- Opening Delimiter -
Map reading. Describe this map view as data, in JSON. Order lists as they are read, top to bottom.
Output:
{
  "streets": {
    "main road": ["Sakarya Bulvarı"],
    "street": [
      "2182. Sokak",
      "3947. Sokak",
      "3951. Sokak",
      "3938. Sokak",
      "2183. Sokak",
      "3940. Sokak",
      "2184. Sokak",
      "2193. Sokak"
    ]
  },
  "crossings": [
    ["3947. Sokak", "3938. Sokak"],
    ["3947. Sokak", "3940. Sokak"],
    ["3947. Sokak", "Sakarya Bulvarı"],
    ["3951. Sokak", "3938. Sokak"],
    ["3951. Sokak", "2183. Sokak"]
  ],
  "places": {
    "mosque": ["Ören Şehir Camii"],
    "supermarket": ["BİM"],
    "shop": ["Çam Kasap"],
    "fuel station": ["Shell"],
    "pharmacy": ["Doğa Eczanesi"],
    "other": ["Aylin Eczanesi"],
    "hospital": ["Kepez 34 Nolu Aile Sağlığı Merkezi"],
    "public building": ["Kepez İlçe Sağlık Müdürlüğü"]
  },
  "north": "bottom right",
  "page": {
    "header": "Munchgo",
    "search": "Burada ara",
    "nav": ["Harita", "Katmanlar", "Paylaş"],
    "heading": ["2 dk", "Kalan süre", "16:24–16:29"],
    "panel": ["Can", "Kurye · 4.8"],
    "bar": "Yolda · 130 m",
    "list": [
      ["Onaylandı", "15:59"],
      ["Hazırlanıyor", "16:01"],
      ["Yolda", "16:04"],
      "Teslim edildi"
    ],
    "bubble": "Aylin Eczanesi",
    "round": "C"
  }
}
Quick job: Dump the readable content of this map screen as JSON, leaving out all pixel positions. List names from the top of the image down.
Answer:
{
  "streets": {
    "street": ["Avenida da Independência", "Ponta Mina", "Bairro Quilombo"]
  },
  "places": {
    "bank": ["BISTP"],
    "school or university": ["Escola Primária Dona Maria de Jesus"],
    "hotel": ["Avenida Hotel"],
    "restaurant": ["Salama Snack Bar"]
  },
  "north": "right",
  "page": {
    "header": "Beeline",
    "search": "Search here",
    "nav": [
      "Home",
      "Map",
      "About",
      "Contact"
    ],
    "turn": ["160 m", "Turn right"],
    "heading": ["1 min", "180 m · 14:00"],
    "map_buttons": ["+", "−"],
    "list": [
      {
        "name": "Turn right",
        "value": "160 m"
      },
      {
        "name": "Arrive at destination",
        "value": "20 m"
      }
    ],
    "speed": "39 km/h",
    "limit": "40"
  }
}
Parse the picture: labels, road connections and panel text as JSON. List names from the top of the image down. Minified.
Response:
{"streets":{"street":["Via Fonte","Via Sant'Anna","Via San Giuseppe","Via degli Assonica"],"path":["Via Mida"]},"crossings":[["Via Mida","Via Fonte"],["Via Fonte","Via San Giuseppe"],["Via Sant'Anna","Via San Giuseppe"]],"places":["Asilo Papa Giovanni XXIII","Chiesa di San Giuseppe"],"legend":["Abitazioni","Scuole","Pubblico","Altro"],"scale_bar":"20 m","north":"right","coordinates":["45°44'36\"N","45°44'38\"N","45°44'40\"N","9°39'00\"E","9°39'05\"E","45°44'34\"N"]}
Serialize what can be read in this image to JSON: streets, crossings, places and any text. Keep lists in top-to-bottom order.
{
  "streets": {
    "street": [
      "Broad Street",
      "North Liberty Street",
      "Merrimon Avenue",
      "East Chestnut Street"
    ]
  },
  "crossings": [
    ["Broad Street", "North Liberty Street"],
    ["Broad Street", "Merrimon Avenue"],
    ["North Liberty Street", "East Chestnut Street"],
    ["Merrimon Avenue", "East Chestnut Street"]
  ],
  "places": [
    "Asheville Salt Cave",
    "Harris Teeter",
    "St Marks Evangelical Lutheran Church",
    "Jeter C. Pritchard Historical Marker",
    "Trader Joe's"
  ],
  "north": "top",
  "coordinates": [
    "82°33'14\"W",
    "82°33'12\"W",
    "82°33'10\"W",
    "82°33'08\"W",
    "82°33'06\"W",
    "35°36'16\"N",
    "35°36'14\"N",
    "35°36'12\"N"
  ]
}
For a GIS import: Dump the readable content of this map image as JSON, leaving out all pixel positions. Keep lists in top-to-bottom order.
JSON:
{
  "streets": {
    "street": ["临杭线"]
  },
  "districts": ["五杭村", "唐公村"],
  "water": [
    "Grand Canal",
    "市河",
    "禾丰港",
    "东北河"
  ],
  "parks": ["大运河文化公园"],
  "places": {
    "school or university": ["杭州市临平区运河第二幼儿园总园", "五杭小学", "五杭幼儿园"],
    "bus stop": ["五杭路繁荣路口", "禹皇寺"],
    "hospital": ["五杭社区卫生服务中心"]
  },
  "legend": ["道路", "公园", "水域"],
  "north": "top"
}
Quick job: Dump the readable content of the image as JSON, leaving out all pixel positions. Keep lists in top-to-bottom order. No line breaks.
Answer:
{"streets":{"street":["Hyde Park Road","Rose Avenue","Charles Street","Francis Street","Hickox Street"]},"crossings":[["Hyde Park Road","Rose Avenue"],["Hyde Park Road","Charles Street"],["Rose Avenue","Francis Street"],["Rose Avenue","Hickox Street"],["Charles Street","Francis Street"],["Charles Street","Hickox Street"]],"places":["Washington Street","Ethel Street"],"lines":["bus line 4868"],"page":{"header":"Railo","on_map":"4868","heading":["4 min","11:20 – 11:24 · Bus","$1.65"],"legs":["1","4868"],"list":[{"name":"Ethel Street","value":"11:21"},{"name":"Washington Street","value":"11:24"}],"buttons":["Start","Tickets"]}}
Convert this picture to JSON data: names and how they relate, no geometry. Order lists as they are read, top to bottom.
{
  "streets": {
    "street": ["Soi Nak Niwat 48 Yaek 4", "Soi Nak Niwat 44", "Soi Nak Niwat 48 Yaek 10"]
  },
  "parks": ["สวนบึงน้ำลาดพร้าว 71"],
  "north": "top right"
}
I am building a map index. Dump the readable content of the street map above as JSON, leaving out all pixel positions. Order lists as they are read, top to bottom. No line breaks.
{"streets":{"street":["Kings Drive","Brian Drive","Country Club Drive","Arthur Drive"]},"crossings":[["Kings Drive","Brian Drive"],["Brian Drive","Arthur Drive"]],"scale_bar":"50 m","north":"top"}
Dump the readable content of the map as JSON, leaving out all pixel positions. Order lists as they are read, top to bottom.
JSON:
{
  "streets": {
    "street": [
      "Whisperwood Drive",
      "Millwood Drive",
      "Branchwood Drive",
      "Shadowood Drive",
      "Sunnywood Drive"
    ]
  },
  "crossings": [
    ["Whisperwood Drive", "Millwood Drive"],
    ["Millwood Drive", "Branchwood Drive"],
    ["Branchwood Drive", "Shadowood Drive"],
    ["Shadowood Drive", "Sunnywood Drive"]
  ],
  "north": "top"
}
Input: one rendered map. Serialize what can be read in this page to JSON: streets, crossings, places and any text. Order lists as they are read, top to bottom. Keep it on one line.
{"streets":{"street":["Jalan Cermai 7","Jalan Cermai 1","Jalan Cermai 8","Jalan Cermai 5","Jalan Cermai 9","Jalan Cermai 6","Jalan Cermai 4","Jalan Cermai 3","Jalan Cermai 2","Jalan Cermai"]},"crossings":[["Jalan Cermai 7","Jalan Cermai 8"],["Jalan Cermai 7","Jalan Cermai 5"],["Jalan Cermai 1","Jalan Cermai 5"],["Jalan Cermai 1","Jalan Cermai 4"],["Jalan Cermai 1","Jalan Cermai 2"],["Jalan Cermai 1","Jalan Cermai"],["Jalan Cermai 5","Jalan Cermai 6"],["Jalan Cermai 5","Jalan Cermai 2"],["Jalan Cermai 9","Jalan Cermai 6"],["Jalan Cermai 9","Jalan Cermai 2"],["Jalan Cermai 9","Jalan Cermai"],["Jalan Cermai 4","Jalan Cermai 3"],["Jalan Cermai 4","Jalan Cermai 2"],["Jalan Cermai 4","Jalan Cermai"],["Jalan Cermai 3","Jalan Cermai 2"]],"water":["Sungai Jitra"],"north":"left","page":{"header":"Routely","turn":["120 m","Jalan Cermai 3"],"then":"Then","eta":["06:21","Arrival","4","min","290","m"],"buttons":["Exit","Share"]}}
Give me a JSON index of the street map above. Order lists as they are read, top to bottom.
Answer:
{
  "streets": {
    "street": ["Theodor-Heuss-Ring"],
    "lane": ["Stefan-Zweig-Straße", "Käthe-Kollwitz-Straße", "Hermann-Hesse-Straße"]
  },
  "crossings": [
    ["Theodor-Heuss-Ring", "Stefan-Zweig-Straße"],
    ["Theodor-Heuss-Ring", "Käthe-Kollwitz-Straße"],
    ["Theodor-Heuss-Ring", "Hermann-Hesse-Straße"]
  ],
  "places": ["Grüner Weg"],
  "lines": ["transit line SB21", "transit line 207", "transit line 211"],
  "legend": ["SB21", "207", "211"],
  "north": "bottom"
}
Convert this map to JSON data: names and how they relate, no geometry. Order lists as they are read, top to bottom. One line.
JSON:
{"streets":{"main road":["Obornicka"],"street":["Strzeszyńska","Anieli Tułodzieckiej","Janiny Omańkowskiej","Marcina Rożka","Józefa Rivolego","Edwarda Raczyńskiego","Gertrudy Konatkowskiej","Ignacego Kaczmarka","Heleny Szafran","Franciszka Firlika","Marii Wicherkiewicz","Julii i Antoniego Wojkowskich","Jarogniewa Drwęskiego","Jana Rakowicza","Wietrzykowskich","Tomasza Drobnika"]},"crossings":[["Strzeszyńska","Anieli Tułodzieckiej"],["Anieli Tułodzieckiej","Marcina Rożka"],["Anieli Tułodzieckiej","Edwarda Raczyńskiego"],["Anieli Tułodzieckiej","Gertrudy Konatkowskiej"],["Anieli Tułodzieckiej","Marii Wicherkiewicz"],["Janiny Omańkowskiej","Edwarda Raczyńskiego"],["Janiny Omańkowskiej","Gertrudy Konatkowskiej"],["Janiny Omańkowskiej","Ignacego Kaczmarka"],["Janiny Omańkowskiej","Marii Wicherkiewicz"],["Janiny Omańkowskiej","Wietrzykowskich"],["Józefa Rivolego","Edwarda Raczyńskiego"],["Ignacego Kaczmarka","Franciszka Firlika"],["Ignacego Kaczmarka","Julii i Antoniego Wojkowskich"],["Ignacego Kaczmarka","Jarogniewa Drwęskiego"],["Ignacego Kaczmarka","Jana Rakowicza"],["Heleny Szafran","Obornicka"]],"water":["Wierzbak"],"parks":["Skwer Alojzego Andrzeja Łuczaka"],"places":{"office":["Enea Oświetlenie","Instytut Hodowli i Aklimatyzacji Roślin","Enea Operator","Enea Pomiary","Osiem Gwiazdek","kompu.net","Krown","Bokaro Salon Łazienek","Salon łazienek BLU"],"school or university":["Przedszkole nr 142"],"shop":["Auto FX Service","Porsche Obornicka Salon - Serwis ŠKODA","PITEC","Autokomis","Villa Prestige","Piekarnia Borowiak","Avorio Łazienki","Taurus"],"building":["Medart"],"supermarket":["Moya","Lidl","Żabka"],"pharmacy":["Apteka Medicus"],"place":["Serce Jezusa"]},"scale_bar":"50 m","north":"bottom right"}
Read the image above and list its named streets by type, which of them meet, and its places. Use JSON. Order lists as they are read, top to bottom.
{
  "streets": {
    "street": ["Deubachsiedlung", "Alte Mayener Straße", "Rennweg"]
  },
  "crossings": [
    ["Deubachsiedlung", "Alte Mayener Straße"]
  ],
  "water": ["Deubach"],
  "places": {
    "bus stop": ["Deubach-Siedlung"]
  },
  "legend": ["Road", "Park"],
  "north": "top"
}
- Closing Delimiter -
Copy the records above exactly, beginning at the line that contains "Dump the readable content of the map" and stopping after the line that contains "Give me a JSON".

Answer to this problem:
Dump the readable content of the map as JSON, leaving out all pixel positions. Order lists as they are read, top to bottom.
JSON:
{
  "streets": {
    "street": [
      "Whisperwood Drive",
      "Millwood Drive",
      "Branchwood Drive",
      "Shadowood Drive",
      "Sunnywood Drive"
    ]
  },
  "crossings": [
    ["Whisperwood Drive", "Millwood Drive"],
    ["Millwood Drive", "Branchwood Drive"],
    ["Branchwood Drive", "Shadowood Drive"],
    ["Shadowood Drive", "Sunnywood Drive"]
  ],
  "north": "top"
}
Input: one rendered map. Serialize what can be read in this page to JSON: streets, crossings, places and any text. Order lists as they are read, top to bottom. Keep it on one line.
{"streets":{"street":["Jalan Cermai 7","Jalan Cermai 1","Jalan Cermai 8","Jalan Cermai 5","Jalan Cermai 9","Jalan Cermai 6","Jalan Cermai 4","Jalan Cermai 3","Jalan Cermai 2","Jalan Cermai"]},"crossings":[["Jalan Cermai 7","Jalan Cermai 8"],["Jalan Cermai 7","Jalan Cermai 5"],["Jalan Cermai 1","Jalan Cermai 5"],["Jalan Cermai 1","Jalan Cermai 4"],["Jalan Cermai 1","Jalan Cermai 2"],["Jalan Cermai 1","Jalan Cermai"],["Jalan Cermai 5","Jalan Cermai 6"],["Jalan Cermai 5","Jalan Cermai 2"],["Jalan Cermai 9","Jalan Cermai 6"],["Jalan Cermai 9","Jalan Cermai 2"],["Jalan Cermai 9","Jalan Cermai"],["Jalan Cermai 4","Jalan Cermai 3"],["Jalan Cermai 4","Jalan Cermai 2"],["Jalan Cermai 4","Jalan Cermai"],["Jalan Cermai 3","Jalan Cermai 2"]],"water":["Sungai Jitra"],"north":"left","page":{"header":"Routely","turn":["120 m","Jalan Cermai 3"],"then":"Then","eta":["06:21","Arrival","4","min","290","m"],"buttons":["Exit","Share"]}}
Give me a JSON index of the street map above. Order lists as they are read, top to bottom.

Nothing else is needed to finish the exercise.